Antoine Defoort : La méthode itérative n’est pas une méthode révolutionnaire. C’est très ancien, c’est ancestral. C’est une façon d’approcher ce processus de design. Plutôt que d’essayer de réussir du premier coup, on fait des essais, on voit ce que ça donne… et ensuite, on recadre le tir. Mon idée, à travers ce spectacle, c’est de regarder comment fonctionne cette méthode en tant que processus méthodologique – comment est-ce qu’on expérimente pour passer d’une idée abstraite à une réalisation concrète. Pour moi, c’est très intéressant de l’appliquer à des objets artistiques, comme les spectacles. En tant qu’artiste, ce type d’approche m’a beaucoup aidé de débloquer des situations. C’est assez désinhibant et empouvoirant. Tout le monde peut appliquer cette méthode – que l’on souhaite écrire un roman ou se faire une tartine.
La Pépinière : Votre spectacle est également construit sur une série de métaphores, qui rendent compte de ce processus itératif de design. Pouvez-vous nous en dire plus ?
Antoine Defoort : Les métaphores que j’envisage varient selon les sphères culturelles, linguistiques, historiques. Pour fonctionner, une métaphore prend sa saveur dans un contexte culturel particulier ; celles que je propose dans le spectacle fonctionnent ainsi sur des références partagées. Je ne les ai pas testées en les confrontant à d’autres cultures… elles seraient probablement toutes différentes ! Toutes les métaphores dont je parle expriment le passage d’une idée abstraite à la chose concrète. Elles racontent le processus itératif, la recherche qui permet ce passage. J’en propose plusieurs, dont certaines sont très courantes, même dans la vie quotidienne. Le spectacle évoque par exemple les métaphores « incontournables », comme la métaphore culinaire. Celle-ci, on l’emploie vraiment à toutes les sauces ! C’est d’ailleurs un gag qui figure dans le spectacle. (rires) Il y a aussi celle de la randonnée, qui pose la question de savoir ce qui est le plus important dans le type de processus que je décris. Le point de départ ? Le chemin ? L’arrivée ? Il y en a encore une que je trouve très utile, surtout en ce moment : c’est celle du surf, qui met en jeu la notion d’équilibre, mais aussi l’idée de « prendre la vague ». Elle implique qu’il faut s’adapter au contexte quand on designe une idée, qu’on peut se tromper mais qu’on remonte toujours sur la planche, que c’est fatiguant mais qu’il faut continuer, etc..

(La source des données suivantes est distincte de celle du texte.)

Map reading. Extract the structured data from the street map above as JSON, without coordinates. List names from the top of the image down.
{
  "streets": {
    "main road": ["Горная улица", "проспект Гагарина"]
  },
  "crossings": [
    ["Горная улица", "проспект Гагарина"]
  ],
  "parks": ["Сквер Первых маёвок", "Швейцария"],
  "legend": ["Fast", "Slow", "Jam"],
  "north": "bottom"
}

La Pépinière : Concernant la scénographie de Sauvez vos projets, comment la décririez-vous ?
Antoine Defoort : C’est probablement le spectacle le plus léger, techniquement, que j’ai réalisé jusqu’ici ! Je travaille avec une projection vidéo et un pouf. J’adore cette manière de faire, de poser en trente secondes le cadre. Il y a un peu de musique (une mini-chanson), mais tout est basé sur le discours. C’est une pièce qui s’adapte à tous les lieux, qu’on peut jouer dans de nombreux cadres.

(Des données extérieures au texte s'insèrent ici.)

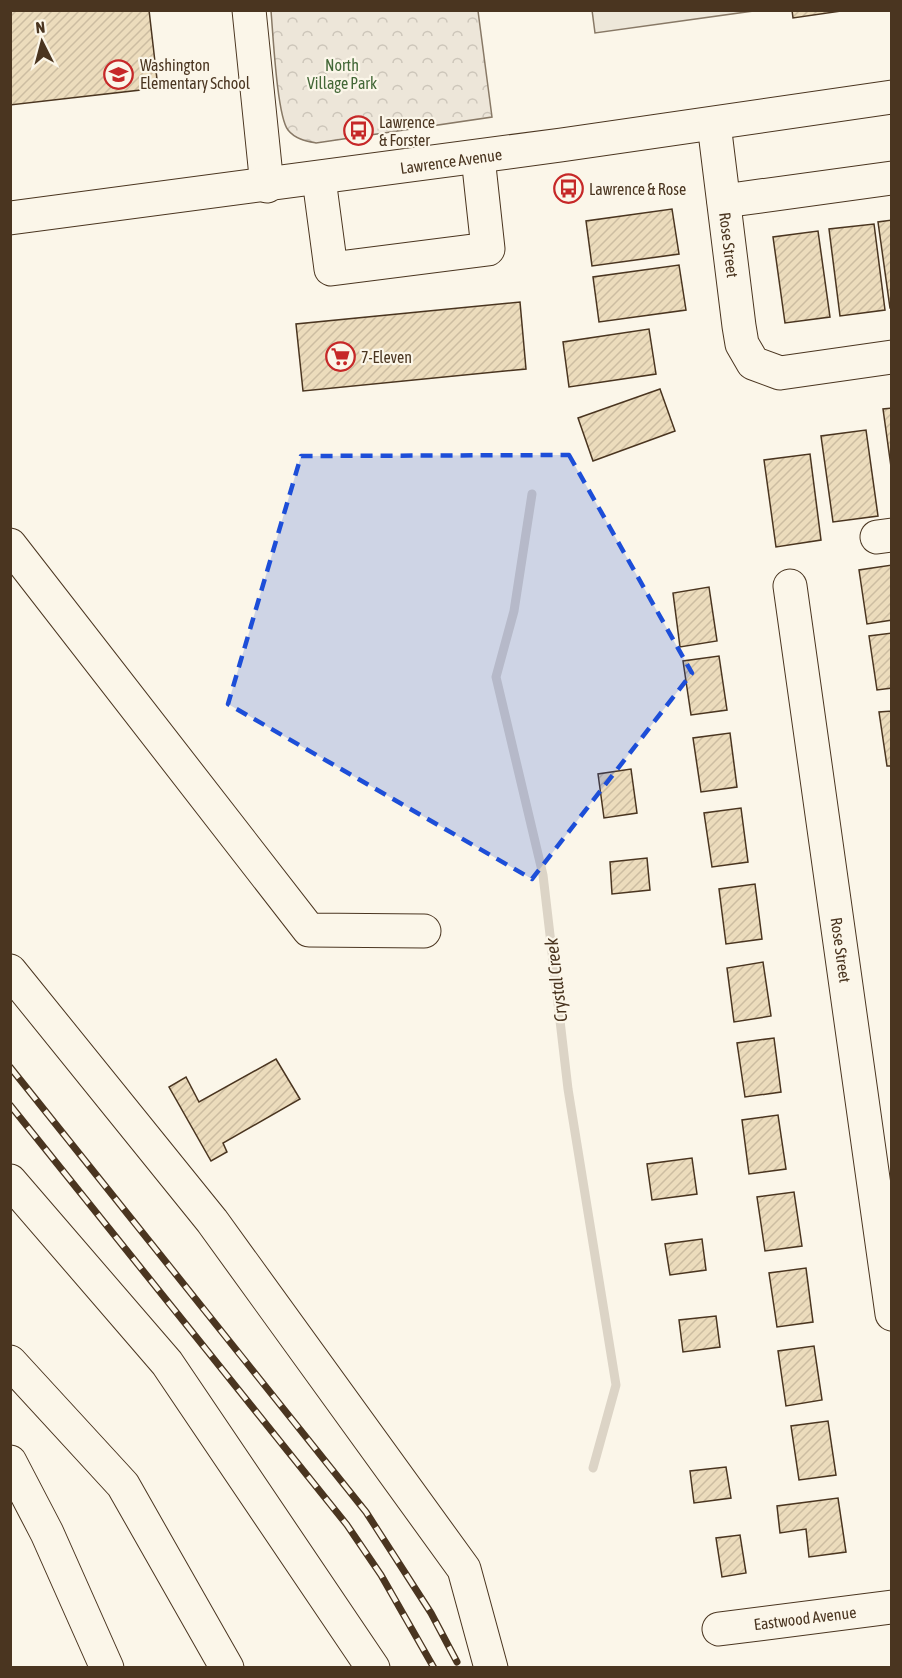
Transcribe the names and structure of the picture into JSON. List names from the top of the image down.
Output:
{
  "streets": {
    "street": ["Lawrence Avenue", "Rose Street", "Eastwood Avenue"]
  },
  "crossings": [
    ["Lawrence Avenue", "Rose Street"]
  ],
  "water": ["Crystal Creek"],
  "parks": ["North Village Park"],
  "places": {
    "school or university": ["Washington Elementary School"],
    "bus stop": ["Lawrence & Forster", "Lawrence & Rose"],
    "supermarket": ["7-Eleven"]
  },
  "north": "top"
}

La Pépinière : Pour finir, est-ce que ce spectacle fait écho à votre parcours personnel ? Comment s’y insère-t-il ?
Antoine Defoort : Il y a très longtemps, j’ai fait deux ans de mathématiques à l’université. Très vite, je me suis dirigé vers l’artistique et j’ai créé des spectacles. J’ai toujours gardé l’esprit matheux, un intérêt pour le raisonnement logique, pour la programmation informatique. C’est ce que j’ai voulu transmettre, en le liant à ma pratique artistique et à mon amour pour des formes plus littéraires, pour la poésie. Je voulais voir comment concilier cette part artistique avec une approche plus logique, plus méthodologique. C’est à partir de là que s’est construit Sauvez vos projets.
La Pépinière : Antoine, merci beaucoup pour cet entretien. Bonne préparation… et à très bientôt sur scène !
Propos recueillis par Magali Bossi
Infos pratiques :
Sauvez vos projets (et peut-être le monde) avec la méthode itérative, d’Antoine Defoort, du 5 au 8 novembre 2025 à la Maison Saint-Gervais.